**Exercise prompt:**
All entries are to be copied verbatim, while the pictures stay out.

<<<<

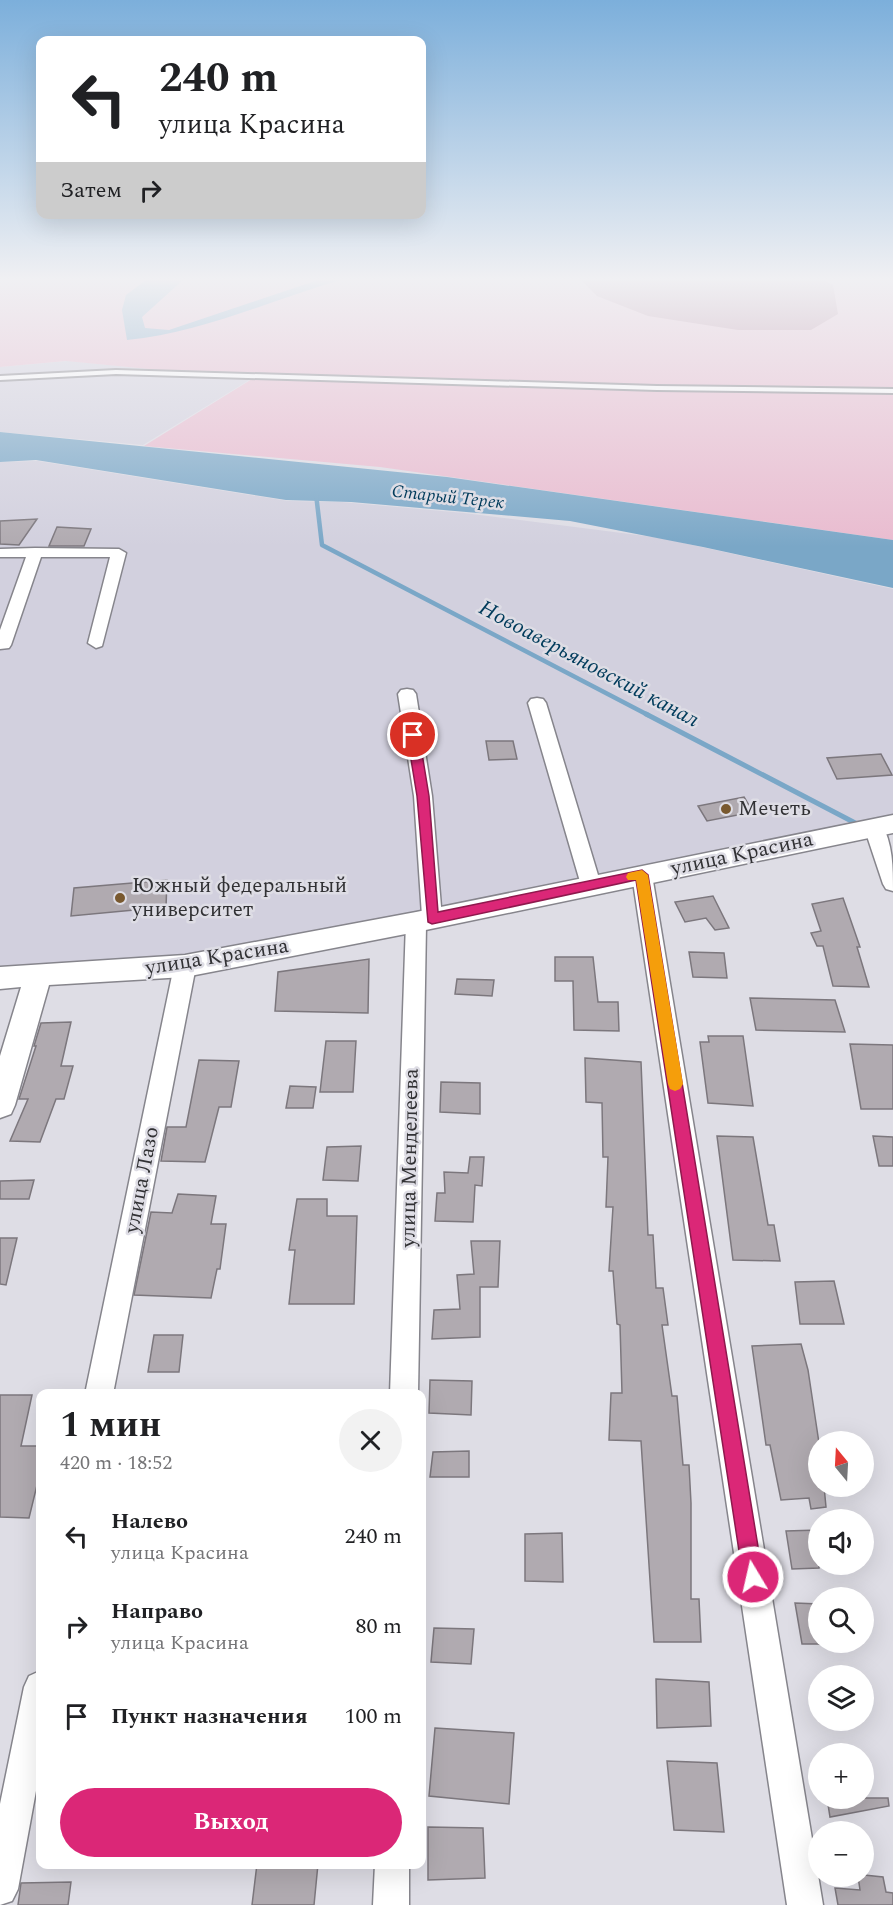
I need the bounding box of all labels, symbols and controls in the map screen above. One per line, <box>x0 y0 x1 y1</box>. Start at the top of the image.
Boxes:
text: 240 m <box>159 47 278 110</box>
icon: left <box>60 60 138 138</box>
text: улица Красина <box>159 104 345 146</box>
text: Затем <box>60 174 122 207</box>
icon: right <box>134 174 167 207</box>
water label: Старый Терек <box>390 478 506 516</box>
water label: Новоаверьяновский канал <box>473 592 705 736</box>
pin <box>387 709 438 760</box>
icon: arrive <box>396 718 429 751</box>
place label: Мечеть <box>738 793 811 825</box>
marker: Мечеть <box>719 802 733 816</box>
street label: улица Красина <box>667 823 817 885</box>
place label: Южный федеральный университет <box>131 870 347 926</box>
marker: Южный федеральный университет <box>113 891 127 905</box>
street label: улица Красина <box>142 930 292 984</box>
street label: улица Менделеева <box>392 1067 428 1249</box>
street label: улица Лазо <box>116 1124 168 1237</box>
text: 1 мин <box>60 1398 161 1453</box>
button: close <box>339 1409 402 1472</box>
north arrow <box>808 1431 874 1497</box>
map controls <box>808 1431 874 1887</box>
text: 420 m · 18:52 <box>60 1448 172 1478</box>
text: Налево <box>111 1505 188 1538</box>
button: sound <box>808 1509 874 1575</box>
icon: left <box>60 1520 93 1553</box>
text: 240 m <box>345 1520 402 1553</box>
text: улица Красина <box>111 1538 249 1568</box>
position arrow <box>721 1545 785 1609</box>
button: search <box>808 1587 874 1653</box>
text: Направо <box>111 1595 203 1628</box>
icon: right <box>60 1610 93 1643</box>
text: 80 m <box>356 1610 402 1643</box>
text: улица Красина <box>111 1628 249 1658</box>
button: layers <box>808 1665 874 1731</box>
icon: arrive <box>60 1700 93 1733</box>
text: Пункт назначения <box>111 1700 308 1733</box>
text: 100 m <box>345 1700 402 1733</box>
button: + <box>808 1743 874 1809</box>
button: Выход <box>60 1788 402 1857</box>
button: − <box>808 1821 874 1887</box>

>>>>

**Final answer:**
I need the bounding box of all labels, symbols and controls in the map screen above. One per line, <box>x0 y0 x1 y1</box>. Start at the top of the image.
Boxes:
text: 240 m <box>159 47 278 110</box>
icon: left <box>60 60 138 138</box>
text: улица Красина <box>159 104 345 146</box>
text: Затем <box>60 174 122 207</box>
icon: right <box>134 174 167 207</box>
water label: Старый Терек <box>390 478 506 516</box>
water label: Новоаверьяновский канал <box>473 592 705 736</box>
pin <box>387 709 438 760</box>
icon: arrive <box>396 718 429 751</box>
place label: Мечеть <box>738 793 811 825</box>
marker: Мечеть <box>719 802 733 816</box>
street label: улица Красина <box>667 823 817 885</box>
place label: Южный федеральный университет <box>131 870 347 926</box>
marker: Южный федеральный университет <box>113 891 127 905</box>
street label: улица Красина <box>142 930 292 984</box>
street label: улица Менделеева <box>392 1067 428 1249</box>
street label: улица Лазо <box>116 1124 168 1237</box>
text: 1 мин <box>60 1398 161 1453</box>
button: close <box>339 1409 402 1472</box>
north arrow <box>808 1431 874 1497</box>
map controls <box>808 1431 874 1887</box>
text: 420 m · 18:52 <box>60 1448 172 1478</box>
text: Налево <box>111 1505 188 1538</box>
button: sound <box>808 1509 874 1575</box>
icon: left <box>60 1520 93 1553</box>
text: 240 m <box>345 1520 402 1553</box>
text: улица Красина <box>111 1538 249 1568</box>
position arrow <box>721 1545 785 1609</box>
button: search <box>808 1587 874 1653</box>
text: Направо <box>111 1595 203 1628</box>
icon: right <box>60 1610 93 1643</box>
text: 80 m <box>356 1610 402 1643</box>
text: улица Красина <box>111 1628 249 1658</box>
button: layers <box>808 1665 874 1731</box>
icon: arrive <box>60 1700 93 1733</box>
text: Пункт назначения <box>111 1700 308 1733</box>
text: 100 m <box>345 1700 402 1733</box>
button: + <box>808 1743 874 1809</box>
button: Выход <box>60 1788 402 1857</box>
button: − <box>808 1821 874 1887</box>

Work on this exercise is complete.